"Último viaje"


La carretera estaba casi desierta, a excepción de uno que otro auto ocasional en el carril contrario cada ciertos kilómetros. Las luces pasaban rápido, como estrellas fugaces, a Ale le recordaban la vida ajetreada en la ciudad, todos corriendo a realizar sus actividades día con día sin apreciar el camino y las cosas a su alrededor. 

La luz de la luna se asomaba deslumbrante y bella del lado izquierdo iluminando el rostro de su madre, resaltando ese ojo morado y el enorme corte fresco en su mejilla. Ambas escuchaban algo de música, los altavoces suenan en el fondo como una canción de cuna.
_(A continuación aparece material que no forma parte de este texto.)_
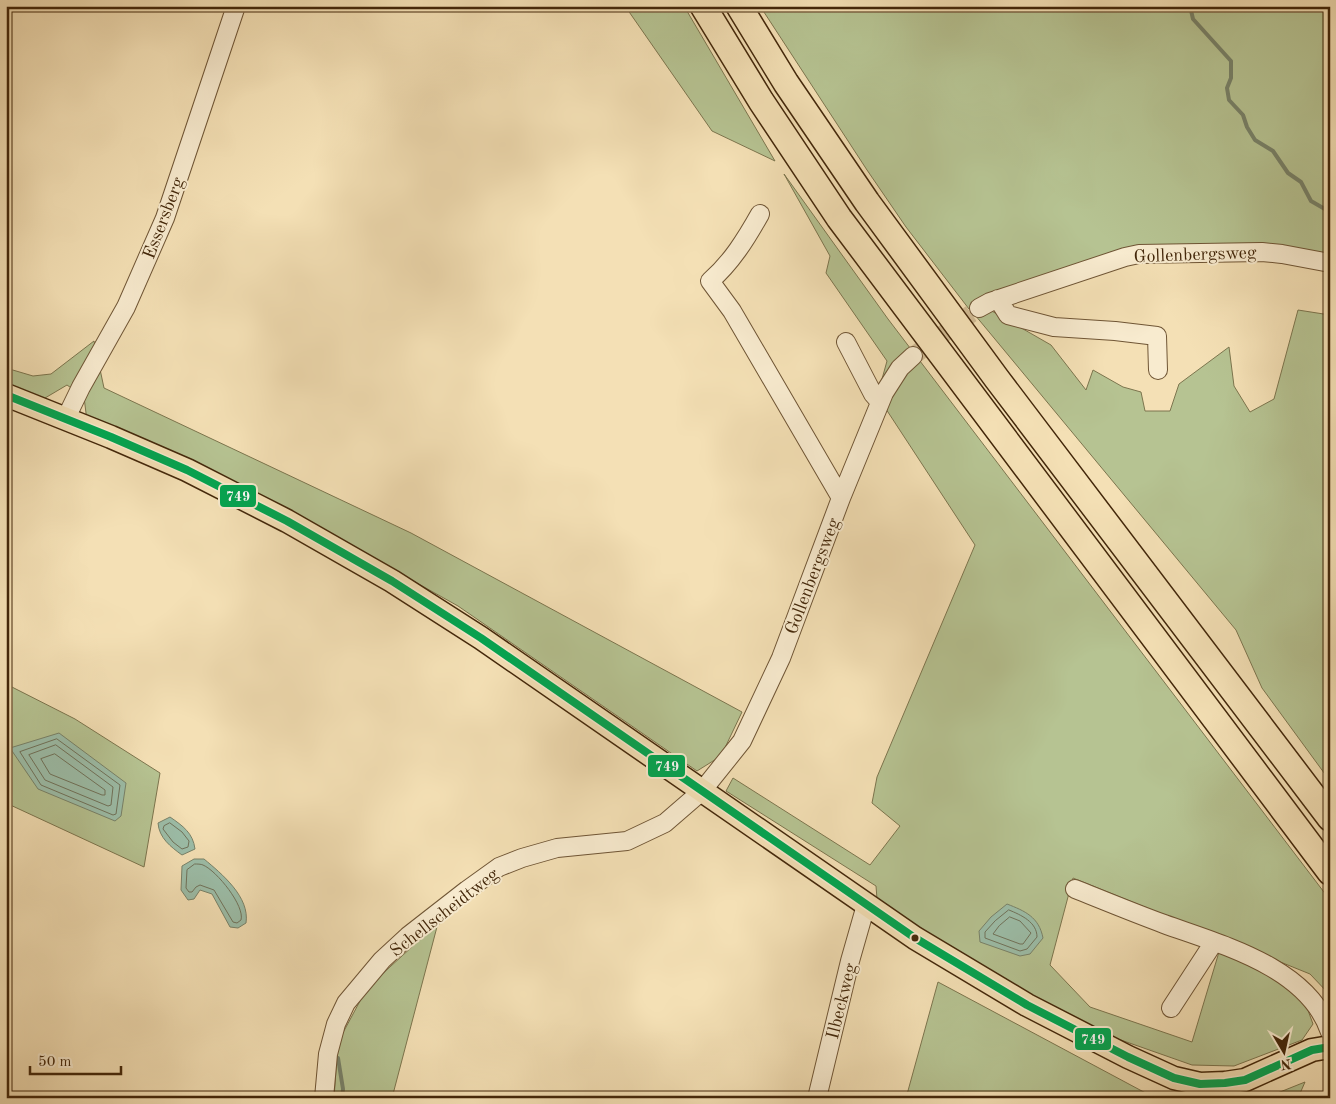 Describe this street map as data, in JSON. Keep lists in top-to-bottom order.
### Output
{
  "streets": {
    "street": [
      "Essersberg",
      "Gollenbergsweg",
      "Schellscheidtweg",
      "Ilbeckweg"
    ]
  },
  "crossings": [
    ["Gollenbergsweg", "Schellscheidtweg"]
  ],
  "lines": ["transit line 749"],
  "scale_bar": "50 m",
  "north": "bottom"
}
Los lentes de Ale estaban tan sucios que no lograba ver con claridad las brillantes luces de la carretera. Moría de sueño, pero tenía la enorme responsabilidad de no quedarse dormida para asegurarse de que su madre no se saliera del camino ya que iba tan nerviosa que las manos le temblaban aferradas al volante y tenía la mirada fija, perdida en el asfalto. Sabía que tenía ganas de llorar, pero no lo haría porque quería ser fuerte frente a ella. 

A pesar de todo lo que había ocurrido esa noche, Ale sabía que sus vidas estaban a punto de cambiar para siempre, no podía ni imaginar el hermoso futuro que tendría al lado de su madre sin más gritos y llantos cada noche, sin embargo, no lograba despegarse de la idea de disfrutar el momento y dejar de pensar en la maravillosa vida que les esperaba,  algo dentro de ella se lo decía, así que finalmente se puso cómoda en el asiento del copiloto mientras observaba las señales pasar como ráfagas a los costados y seguía con la mirada la luz blanca  discontinua del centro. 
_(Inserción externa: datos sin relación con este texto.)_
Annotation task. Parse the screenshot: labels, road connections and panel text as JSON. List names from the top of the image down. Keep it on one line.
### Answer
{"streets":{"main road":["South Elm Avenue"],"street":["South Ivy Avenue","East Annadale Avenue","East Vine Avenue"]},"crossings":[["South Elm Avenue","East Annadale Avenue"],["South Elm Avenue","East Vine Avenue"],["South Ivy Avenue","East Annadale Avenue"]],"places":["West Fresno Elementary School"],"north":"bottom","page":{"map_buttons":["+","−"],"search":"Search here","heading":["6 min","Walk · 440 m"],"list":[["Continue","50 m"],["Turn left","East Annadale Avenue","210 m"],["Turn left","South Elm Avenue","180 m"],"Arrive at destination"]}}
<<Nuestro destino no siempre está en nuestras manos, a veces le toca a alguien más hacer de verdugo>>

Lo único que alcanzó a ver fue una luz que se acercaba con rapidez del otro lado del camino acompañada de un chirrido que hizo que aquellas luces apuntaran directo a sus ojos deslumbrándola. Hubo un estruendo enorme seguido de varias vueltas. Su mente estaba en otro sitio. Luego de unos segundos logró sentir calma, todo dejó de moverse y un terrible dolor en su pecho  comenzó a incrementarse como un incendio. Logró ver a su madre a un lado inconsciente y tomó su mano.



Lo único que quería era sentir el calor de su tacto antes de irse...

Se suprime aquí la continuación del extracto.